##### Extracted material

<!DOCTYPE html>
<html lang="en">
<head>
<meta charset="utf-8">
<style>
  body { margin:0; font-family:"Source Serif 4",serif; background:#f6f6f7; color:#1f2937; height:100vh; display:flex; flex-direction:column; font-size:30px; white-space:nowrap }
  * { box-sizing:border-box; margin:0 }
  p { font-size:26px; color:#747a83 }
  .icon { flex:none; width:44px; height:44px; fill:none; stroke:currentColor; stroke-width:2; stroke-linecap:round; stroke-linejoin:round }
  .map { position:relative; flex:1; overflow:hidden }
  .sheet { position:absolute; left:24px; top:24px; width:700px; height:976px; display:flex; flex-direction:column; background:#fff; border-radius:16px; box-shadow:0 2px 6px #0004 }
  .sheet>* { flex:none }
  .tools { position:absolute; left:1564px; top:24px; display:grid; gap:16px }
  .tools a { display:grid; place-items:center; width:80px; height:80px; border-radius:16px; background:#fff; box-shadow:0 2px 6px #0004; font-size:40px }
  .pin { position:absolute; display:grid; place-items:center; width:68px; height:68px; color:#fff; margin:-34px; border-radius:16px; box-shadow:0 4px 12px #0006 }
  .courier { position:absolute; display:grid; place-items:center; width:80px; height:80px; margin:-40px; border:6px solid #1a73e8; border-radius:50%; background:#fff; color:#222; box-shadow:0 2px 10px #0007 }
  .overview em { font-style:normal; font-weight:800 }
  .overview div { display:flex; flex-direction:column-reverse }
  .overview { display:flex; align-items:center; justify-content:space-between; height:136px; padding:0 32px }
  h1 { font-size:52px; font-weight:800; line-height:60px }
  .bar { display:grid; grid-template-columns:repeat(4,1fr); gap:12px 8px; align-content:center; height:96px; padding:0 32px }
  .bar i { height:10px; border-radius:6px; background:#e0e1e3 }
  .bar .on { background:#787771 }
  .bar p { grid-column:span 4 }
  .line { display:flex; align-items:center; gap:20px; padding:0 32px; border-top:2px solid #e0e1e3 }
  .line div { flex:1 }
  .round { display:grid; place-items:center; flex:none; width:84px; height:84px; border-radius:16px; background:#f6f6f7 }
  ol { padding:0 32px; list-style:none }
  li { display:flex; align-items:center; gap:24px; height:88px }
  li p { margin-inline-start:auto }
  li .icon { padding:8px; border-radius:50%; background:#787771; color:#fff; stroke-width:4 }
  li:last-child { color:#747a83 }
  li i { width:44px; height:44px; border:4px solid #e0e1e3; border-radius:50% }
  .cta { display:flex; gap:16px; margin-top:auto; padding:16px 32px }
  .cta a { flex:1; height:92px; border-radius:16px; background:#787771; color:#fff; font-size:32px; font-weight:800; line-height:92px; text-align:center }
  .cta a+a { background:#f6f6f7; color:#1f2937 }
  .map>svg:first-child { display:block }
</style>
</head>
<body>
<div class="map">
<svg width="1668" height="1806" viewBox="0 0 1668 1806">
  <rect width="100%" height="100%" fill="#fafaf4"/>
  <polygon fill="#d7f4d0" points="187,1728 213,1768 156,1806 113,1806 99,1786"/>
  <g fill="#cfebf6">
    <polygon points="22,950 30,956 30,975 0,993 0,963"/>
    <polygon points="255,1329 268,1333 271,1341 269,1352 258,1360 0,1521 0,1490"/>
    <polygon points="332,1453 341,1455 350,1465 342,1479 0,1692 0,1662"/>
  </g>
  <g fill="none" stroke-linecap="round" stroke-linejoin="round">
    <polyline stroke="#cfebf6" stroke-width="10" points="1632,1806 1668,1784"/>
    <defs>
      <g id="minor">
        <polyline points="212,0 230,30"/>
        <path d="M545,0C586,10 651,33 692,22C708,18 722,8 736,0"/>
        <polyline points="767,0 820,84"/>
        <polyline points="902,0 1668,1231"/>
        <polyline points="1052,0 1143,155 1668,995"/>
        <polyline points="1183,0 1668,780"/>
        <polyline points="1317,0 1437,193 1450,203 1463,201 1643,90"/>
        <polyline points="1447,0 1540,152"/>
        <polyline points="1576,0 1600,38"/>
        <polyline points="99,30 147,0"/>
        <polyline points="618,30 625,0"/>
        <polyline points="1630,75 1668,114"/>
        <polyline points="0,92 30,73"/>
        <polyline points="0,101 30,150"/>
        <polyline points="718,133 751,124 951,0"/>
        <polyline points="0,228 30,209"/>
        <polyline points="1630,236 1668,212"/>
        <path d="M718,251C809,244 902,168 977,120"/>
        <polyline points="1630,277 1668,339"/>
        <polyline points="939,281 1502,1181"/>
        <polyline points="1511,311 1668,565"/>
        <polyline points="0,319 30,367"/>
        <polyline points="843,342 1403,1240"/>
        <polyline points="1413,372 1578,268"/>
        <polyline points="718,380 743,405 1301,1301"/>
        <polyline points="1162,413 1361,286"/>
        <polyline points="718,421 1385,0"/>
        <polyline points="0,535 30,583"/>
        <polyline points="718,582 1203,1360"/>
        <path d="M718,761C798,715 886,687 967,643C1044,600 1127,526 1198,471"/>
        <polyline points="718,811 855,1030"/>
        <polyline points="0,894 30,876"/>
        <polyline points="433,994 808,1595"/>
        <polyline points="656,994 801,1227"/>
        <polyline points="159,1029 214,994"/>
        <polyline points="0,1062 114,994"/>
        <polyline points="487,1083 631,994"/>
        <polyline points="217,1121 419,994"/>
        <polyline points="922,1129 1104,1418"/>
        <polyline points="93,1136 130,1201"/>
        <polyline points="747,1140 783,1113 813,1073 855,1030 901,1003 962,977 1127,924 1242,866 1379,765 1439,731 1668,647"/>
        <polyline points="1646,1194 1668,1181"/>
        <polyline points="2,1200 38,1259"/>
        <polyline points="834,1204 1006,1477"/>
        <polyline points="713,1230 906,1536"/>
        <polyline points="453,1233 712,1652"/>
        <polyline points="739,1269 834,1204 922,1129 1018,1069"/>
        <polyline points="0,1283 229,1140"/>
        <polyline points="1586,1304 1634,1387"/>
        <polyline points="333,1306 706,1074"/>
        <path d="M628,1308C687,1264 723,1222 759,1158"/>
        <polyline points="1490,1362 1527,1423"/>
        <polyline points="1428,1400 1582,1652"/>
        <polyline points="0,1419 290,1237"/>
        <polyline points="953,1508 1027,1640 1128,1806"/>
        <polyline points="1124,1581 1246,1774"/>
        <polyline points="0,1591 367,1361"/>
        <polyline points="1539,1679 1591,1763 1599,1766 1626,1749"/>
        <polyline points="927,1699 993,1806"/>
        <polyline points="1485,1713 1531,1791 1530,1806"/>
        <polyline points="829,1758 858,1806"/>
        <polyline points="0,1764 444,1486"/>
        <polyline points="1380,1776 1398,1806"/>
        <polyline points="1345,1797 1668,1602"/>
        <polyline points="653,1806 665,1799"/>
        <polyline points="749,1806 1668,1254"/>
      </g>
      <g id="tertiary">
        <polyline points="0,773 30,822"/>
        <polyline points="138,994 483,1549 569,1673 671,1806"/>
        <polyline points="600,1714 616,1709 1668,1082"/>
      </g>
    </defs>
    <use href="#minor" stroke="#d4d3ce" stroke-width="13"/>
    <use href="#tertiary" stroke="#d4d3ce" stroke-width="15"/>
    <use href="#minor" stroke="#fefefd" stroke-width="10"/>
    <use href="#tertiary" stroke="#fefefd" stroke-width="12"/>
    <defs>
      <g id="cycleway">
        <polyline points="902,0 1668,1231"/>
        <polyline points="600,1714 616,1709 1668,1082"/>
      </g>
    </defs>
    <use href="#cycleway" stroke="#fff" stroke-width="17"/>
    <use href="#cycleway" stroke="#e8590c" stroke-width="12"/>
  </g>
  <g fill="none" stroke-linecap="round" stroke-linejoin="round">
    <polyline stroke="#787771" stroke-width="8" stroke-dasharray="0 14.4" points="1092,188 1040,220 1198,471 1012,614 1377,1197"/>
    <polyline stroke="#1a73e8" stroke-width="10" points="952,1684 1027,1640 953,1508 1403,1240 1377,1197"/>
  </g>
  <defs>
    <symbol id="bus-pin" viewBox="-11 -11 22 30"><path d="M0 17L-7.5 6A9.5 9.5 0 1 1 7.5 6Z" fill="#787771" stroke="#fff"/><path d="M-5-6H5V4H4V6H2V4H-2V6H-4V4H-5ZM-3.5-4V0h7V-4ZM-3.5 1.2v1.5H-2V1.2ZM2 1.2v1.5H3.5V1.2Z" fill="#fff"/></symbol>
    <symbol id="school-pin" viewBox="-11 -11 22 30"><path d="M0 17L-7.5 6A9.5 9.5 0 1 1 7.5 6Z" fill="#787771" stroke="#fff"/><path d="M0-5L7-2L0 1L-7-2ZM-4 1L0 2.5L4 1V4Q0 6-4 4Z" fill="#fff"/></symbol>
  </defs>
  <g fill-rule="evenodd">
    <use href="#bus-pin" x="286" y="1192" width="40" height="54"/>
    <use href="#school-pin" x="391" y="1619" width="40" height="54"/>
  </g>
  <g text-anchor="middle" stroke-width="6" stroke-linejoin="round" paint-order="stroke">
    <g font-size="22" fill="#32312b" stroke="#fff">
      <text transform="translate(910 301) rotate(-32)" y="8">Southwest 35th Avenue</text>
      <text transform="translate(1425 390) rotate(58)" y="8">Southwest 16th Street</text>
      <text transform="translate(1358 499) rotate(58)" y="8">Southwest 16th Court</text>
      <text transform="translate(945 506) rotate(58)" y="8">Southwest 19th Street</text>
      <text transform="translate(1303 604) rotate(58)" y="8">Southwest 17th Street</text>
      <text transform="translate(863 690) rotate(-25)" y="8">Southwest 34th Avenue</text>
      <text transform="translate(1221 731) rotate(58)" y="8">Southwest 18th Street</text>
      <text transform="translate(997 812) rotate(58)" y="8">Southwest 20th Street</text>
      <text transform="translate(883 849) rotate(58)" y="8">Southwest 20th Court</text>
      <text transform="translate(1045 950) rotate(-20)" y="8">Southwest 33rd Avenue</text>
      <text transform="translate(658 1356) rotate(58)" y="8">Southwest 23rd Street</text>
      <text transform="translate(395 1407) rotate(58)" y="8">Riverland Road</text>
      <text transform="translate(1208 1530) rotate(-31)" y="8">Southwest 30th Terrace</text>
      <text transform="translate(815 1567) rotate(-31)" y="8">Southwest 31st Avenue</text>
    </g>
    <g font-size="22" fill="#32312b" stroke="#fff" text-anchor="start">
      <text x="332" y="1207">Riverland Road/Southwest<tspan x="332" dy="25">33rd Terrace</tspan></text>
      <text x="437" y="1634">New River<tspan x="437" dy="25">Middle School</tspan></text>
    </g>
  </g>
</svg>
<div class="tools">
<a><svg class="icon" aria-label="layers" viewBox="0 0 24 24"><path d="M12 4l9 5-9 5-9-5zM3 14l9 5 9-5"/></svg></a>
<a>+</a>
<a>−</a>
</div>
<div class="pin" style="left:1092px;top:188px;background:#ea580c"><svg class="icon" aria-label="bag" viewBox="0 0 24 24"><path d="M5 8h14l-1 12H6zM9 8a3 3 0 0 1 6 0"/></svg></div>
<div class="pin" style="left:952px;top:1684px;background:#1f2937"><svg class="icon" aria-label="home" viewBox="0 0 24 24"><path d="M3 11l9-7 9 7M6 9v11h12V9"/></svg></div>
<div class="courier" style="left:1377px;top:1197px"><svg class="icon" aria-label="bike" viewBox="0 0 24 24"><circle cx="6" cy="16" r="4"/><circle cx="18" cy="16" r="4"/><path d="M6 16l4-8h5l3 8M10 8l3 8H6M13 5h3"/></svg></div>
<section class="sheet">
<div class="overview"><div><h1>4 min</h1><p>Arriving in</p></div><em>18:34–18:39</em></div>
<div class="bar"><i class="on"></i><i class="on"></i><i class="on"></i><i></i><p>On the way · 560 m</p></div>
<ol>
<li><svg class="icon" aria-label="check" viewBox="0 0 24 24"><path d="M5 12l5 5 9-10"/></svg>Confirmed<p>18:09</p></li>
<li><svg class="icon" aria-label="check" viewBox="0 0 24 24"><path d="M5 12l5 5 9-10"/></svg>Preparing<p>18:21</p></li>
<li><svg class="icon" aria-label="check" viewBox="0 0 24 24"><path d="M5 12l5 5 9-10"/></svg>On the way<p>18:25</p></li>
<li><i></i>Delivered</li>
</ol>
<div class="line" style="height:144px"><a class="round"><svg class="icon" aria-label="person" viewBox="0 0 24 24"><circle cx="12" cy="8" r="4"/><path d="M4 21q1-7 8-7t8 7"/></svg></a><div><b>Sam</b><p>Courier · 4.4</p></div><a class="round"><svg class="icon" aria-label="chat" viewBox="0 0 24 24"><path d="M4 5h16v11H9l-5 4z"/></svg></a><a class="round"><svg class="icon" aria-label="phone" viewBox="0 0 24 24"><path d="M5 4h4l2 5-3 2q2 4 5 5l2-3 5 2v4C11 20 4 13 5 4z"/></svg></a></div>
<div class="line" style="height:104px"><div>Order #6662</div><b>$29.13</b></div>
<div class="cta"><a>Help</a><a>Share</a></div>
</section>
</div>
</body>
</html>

##########

Task prompt:
Look through the listing above. Pick out each line with "tools" and copy it.

Expected answer:
  .tools { position:absolute; left:1564px; top:24px; display:grid; gap:16px }
  .tools a { display:grid; place-items:center; width:80px; height:80px; border-radius:16px; background:#fff; box-shadow:0 2px 6px #0004; font-size:40px }
<div class="tools">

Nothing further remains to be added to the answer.